Evidence-Based Learning at School

iQuestion – uAnswer

In this method the pupils think of questions about a text or text extract on their own. Then they ask a partner their questions and the partner answers. The questioner decides whether or not the answer is right. This can also be used with two groups who take turns to ask each other questions. The pupils’ activity level is significantly higher and they practice asking questions in the foreign language – a quick revision before starting turned out to be sensible. Their engagement with the text is also more intensive. A few questions and answers can be presented to the class and discussed by way of example. This method is suitable for very many subjects.
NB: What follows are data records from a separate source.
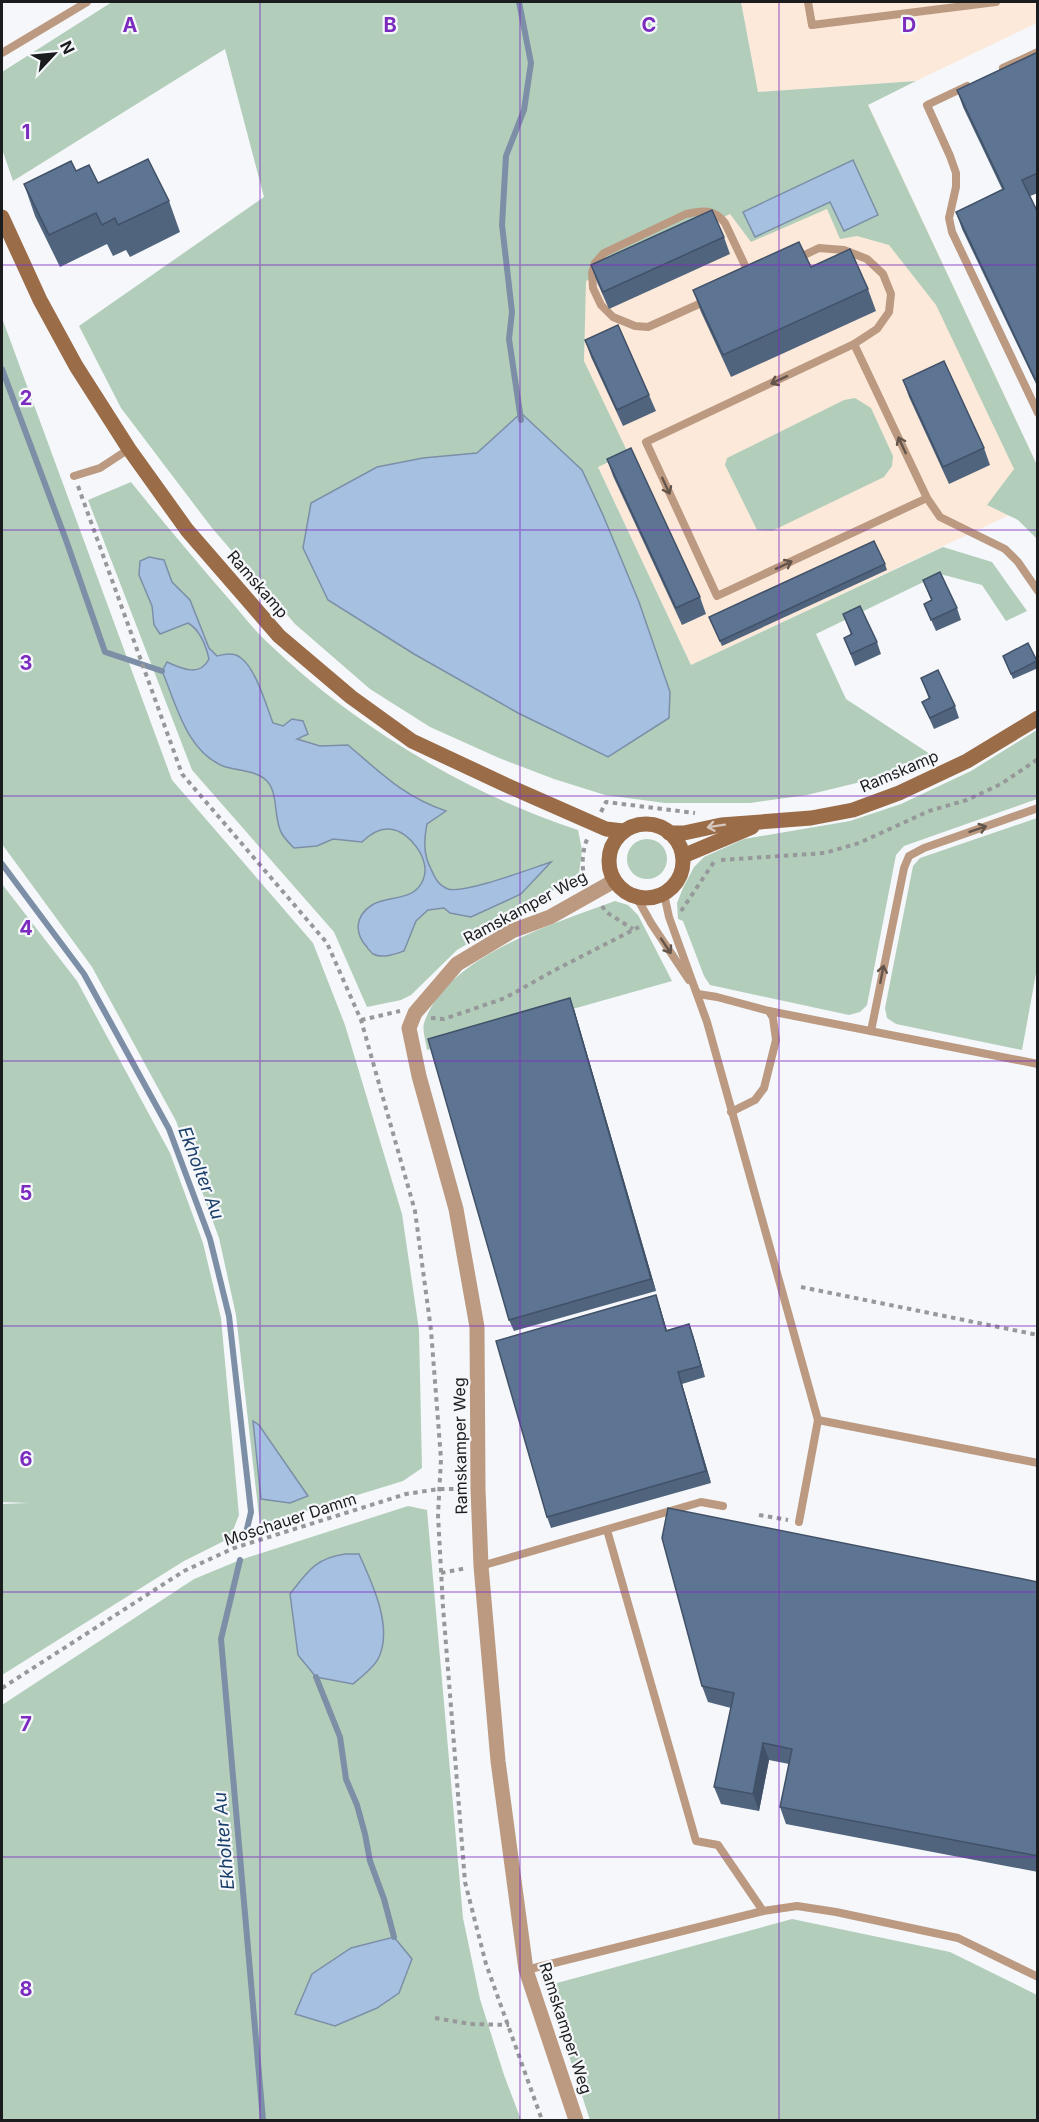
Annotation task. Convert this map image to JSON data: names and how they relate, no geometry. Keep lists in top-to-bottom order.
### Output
{
  "streets": {
    "street": ["Ramskamp", "Ramskamper Weg"],
    "path": ["Moschauer Damm"]
  },
  "crossings": [
    ["Ramskamp", "Ramskamper Weg"],
    ["Ramskamper Weg", "Moschauer Damm"]
  ],
  "water": ["Ekholter Au"],
  "north": "top right",
  "grid": {
    "columns": [
      "A",
      "B",
      "C",
      "D"
    ],
    "rows": [
      "1",
      "2",
      "3",
      "4",
      "5",
      "6",
      "7",
      "8"
    ]
  }
}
I used the iQuestion – uAnswer method in 7th, 8th and 9th grade English classes and in a 10th grade German class. I found that:

  • In the first lesson when the method is used, you should expect not to have enough time for answering the questions. The method has to be explained, groups formed, questions answered, etc.
  • Before using the method I did a quick revision and visualisation of questioning techniques and tenses
  • Then the pupils, in groups of 2, formed their questions and wrote them in their copy books. At the same time the class was divided into two large groups, 1 and 2, each with different parts of the text.
  • Then each team of two had to answer questions from their counterpart team in the other group and write their answers in their copy books. These answers were then evaluated by the questioners and I checked them at random for correctness.
  • This method can also be used for individual work, so the pupils only exchange and answer questions with their neighbour.

As soon as this method is familiar, it is useful in all lessons and with any text. I found it very efficient and motivating, the pupils’ activity level was significantly higher and they seemed to cope well with this method.

I like this method because, on the one hand, the pupils can revise forming English questions (which they always find difficult), and on the other hand, they must engage more intensively with their text. My impression was that they mastered the contents of the text better.
The pupils enjoyed working with iQuestion – uAnswer and they were clearly having fun thinking up amusing questions. I also had the impression that they were more content and assured in their text work than when practicing questions in teacher-led or whole-class sessions. Their activity level and productivity was noticeably higher.